Carroll County IAGenWeb |
Transcribed by Sharon Elijah January 26, 2021
From his numerous official positions, and the ability with which they have been filled, Cyrus C. Carpenter, the eighth Governor of the State of Iowa, deserves to be remembered as one of Iowa’s foremost men. He is a native of Susquehanna County, Pennsylvania, and was born November 24, 1829. His parents were Asahel and Amanda M. (Thayer) Carpenter, both of whom died before he was twelve years old. His grandfather, John Carpenter, was one of nine young men who, in 1789, left Attleborough, Massachusetts, for the purpose of finding a home in the “new country.” After various vicissitudes they located upon the spot which they called Harford, in Northeastern Pennsylvania, the township in which Cyrus was born. This location at that time was far from any other settlement, Wilkesbarre, in Wyoming Valley, near the scene of the celebrated Indian massacre, being among the nearest, though fifty miles away.Cyrus attended a common school three or four months in a year until 1846, then taught winters and worked on a farm summers for three or four years, and with the money thus raised paid his expenses for several month at the academy which had been established in his native town. After leaving this institution, in 1852, he started westward; halted at Johnstown, Licking County, Ohio; taught there a year and a half, and with his funds thus replenished he came to Iowa, loitering some on the way, and reaching Des Moines in June, 1854. A few days later he started on foot up the Des Moines Valley, and found his way to Fort Dodge, eighty miles northwest of Des Moines, from which place the soldiers had moved the previous spring to Fort Ridgely, Minnesota.
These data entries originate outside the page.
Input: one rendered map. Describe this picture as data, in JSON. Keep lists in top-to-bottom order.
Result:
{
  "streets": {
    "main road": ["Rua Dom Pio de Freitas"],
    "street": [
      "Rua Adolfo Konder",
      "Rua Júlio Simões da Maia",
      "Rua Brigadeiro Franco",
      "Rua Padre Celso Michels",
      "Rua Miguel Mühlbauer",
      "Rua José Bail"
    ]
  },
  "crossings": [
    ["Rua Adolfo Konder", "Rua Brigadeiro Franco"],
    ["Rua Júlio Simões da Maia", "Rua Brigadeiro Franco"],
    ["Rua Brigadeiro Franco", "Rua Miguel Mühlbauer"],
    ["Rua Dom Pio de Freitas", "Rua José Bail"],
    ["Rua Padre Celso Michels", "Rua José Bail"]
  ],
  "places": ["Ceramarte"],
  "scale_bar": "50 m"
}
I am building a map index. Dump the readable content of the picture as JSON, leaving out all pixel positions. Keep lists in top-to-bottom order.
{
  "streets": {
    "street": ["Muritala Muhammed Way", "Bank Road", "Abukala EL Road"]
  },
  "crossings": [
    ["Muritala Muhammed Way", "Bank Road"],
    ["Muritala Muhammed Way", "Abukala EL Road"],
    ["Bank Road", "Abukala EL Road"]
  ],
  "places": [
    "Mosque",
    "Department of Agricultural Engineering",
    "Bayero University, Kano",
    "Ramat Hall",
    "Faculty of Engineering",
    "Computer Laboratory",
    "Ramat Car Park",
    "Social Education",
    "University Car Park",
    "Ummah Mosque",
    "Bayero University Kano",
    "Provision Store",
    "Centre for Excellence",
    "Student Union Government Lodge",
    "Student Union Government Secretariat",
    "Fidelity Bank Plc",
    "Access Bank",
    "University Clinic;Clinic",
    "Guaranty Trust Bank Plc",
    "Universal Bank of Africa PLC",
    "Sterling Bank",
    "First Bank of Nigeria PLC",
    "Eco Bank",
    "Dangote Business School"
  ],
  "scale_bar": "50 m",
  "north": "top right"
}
He now had but a single half dollar in his pocket. He frankly told the landlord of his straightened circumstances, offering to do any kind of labor until something should “turn up.” On the evening of his arrival he heard a Government contractor state that his chief surveyor had left him and that he was going out to find another. Young Carpenter at once offered his services. To the inquiry whether he was a surveyor, he answered that he understood the theory of surveying, but had had not experience in the field. His services were promptly accepted, with a promise of steady employment if he were found competent. The next morning he met the party and took command. When the first week’s work was done he went to Fort Dodge to replenish his wardrobe. As he left, some of the men remarked that that was the last that would be seen of him. He was then of a slight build, jaded and torn by hard work, and when he left the camp, so utterly tired out it is not surprising that the men who were inured to out-door life thought him completely used up. But they did not know their man. With the few dollars which he had earned, he supplied himself with comfortable clothing, went back to his work on Monday morning and continued it till the contract was completed.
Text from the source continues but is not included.